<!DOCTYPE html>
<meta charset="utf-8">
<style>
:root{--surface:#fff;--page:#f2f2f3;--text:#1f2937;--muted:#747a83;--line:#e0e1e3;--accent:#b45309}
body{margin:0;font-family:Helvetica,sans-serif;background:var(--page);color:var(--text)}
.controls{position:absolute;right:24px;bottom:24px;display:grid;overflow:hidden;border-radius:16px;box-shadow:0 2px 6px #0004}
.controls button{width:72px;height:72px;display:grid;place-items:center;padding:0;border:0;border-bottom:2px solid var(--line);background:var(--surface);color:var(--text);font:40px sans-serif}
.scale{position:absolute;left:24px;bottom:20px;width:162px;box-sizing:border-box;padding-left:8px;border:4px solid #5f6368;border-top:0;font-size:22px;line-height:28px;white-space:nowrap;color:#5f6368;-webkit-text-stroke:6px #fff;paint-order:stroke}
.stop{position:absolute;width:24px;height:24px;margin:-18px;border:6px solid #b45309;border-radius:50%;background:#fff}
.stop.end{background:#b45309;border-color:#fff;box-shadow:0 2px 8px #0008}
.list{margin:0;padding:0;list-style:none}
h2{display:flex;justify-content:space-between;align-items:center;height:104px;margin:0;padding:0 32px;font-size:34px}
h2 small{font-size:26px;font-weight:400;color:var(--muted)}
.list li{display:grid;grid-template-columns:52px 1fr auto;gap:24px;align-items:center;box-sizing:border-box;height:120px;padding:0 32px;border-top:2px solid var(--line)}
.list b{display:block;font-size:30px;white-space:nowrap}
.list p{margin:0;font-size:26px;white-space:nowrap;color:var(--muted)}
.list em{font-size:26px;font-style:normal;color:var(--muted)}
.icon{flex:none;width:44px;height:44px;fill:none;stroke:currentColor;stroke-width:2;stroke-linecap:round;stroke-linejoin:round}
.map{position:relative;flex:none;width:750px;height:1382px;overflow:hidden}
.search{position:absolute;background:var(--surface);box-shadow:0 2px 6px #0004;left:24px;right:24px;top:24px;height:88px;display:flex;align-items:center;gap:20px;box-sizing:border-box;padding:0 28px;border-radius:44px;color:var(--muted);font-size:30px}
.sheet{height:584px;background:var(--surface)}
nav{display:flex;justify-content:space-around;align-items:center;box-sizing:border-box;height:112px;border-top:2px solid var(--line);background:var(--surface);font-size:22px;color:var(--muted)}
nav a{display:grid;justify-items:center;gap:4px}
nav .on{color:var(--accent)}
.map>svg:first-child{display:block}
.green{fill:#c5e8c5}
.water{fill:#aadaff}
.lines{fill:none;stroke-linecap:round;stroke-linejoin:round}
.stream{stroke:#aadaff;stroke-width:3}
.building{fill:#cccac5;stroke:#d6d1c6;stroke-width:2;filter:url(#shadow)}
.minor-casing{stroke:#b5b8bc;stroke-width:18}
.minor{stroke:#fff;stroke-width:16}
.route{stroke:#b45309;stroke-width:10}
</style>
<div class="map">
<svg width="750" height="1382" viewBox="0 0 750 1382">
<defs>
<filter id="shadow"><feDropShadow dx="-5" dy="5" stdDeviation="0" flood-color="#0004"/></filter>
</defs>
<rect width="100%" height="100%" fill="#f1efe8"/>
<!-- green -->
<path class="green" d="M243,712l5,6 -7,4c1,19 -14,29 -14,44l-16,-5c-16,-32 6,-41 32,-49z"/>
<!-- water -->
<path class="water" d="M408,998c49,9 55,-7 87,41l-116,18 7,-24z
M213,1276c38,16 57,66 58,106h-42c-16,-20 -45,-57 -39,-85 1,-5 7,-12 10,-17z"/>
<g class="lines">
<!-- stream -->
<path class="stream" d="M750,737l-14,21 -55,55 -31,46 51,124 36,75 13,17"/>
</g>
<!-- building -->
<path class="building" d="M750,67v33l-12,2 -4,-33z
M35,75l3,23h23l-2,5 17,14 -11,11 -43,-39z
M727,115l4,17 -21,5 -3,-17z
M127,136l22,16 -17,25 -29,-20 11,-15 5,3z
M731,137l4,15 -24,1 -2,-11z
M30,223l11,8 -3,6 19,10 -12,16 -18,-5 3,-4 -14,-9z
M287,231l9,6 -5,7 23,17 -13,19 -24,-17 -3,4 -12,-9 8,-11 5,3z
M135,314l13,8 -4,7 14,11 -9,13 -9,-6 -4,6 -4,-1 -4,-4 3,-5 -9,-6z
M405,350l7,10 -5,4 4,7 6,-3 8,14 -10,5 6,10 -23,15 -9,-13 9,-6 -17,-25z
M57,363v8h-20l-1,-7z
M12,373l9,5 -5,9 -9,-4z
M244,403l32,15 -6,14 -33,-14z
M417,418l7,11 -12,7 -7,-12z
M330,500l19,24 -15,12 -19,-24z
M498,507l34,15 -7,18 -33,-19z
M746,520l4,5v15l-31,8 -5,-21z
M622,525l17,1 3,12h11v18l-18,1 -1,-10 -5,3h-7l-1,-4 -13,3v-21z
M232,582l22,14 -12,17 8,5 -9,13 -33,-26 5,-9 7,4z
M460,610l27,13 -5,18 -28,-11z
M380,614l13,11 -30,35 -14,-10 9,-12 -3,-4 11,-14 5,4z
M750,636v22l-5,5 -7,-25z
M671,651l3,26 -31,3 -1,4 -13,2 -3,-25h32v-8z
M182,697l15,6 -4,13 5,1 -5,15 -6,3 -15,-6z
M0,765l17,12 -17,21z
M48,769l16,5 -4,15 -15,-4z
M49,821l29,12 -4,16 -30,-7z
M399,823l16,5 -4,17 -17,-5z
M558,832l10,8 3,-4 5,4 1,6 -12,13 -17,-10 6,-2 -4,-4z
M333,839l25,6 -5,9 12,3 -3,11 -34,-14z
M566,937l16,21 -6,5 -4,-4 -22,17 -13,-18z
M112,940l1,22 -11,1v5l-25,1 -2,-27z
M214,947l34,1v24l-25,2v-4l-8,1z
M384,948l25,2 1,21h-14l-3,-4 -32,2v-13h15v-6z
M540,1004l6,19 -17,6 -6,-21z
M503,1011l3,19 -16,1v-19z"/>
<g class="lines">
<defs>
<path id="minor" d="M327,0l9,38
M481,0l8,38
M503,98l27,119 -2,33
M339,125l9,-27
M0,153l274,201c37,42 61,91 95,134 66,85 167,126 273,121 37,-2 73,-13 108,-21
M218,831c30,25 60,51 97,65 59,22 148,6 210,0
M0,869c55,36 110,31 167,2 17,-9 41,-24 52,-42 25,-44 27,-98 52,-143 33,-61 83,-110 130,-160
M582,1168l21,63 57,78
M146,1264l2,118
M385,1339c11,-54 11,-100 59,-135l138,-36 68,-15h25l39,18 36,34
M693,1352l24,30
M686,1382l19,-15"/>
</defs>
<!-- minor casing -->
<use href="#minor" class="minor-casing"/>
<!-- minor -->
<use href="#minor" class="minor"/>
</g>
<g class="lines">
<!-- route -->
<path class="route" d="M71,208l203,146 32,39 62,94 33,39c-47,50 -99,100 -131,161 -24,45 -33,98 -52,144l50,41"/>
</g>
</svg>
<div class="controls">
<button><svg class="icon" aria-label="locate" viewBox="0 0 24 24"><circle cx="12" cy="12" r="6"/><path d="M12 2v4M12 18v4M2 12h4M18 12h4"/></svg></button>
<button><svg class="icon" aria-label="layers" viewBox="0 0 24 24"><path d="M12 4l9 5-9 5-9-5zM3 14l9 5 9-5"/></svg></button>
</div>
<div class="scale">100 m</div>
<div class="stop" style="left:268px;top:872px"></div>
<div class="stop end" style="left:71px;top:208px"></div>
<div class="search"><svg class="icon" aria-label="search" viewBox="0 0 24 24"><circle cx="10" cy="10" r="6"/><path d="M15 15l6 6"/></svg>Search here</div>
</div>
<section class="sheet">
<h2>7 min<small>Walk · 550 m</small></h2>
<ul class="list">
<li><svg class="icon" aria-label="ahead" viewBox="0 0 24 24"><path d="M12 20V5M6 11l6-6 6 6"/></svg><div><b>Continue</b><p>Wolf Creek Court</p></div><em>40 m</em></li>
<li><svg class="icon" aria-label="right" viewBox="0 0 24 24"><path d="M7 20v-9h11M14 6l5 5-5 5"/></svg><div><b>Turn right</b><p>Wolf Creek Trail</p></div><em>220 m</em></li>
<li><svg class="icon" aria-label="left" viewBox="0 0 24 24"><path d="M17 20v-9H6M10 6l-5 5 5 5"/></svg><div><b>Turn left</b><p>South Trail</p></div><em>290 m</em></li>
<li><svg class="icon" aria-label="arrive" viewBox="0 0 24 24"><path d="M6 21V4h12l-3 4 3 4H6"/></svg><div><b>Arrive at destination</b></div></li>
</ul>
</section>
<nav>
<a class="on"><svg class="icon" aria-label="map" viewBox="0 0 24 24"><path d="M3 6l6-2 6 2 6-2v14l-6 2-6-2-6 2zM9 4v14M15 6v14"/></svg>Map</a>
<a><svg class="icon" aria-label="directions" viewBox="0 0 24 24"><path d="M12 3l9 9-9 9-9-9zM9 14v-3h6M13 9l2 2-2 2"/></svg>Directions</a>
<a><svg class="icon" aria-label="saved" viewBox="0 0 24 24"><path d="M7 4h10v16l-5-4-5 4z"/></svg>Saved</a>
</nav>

--*--

Check every line of the data, and copy the ones that contain "sheet".

.sheet{height:584px;background:var(--surface)}
<section class="sheet">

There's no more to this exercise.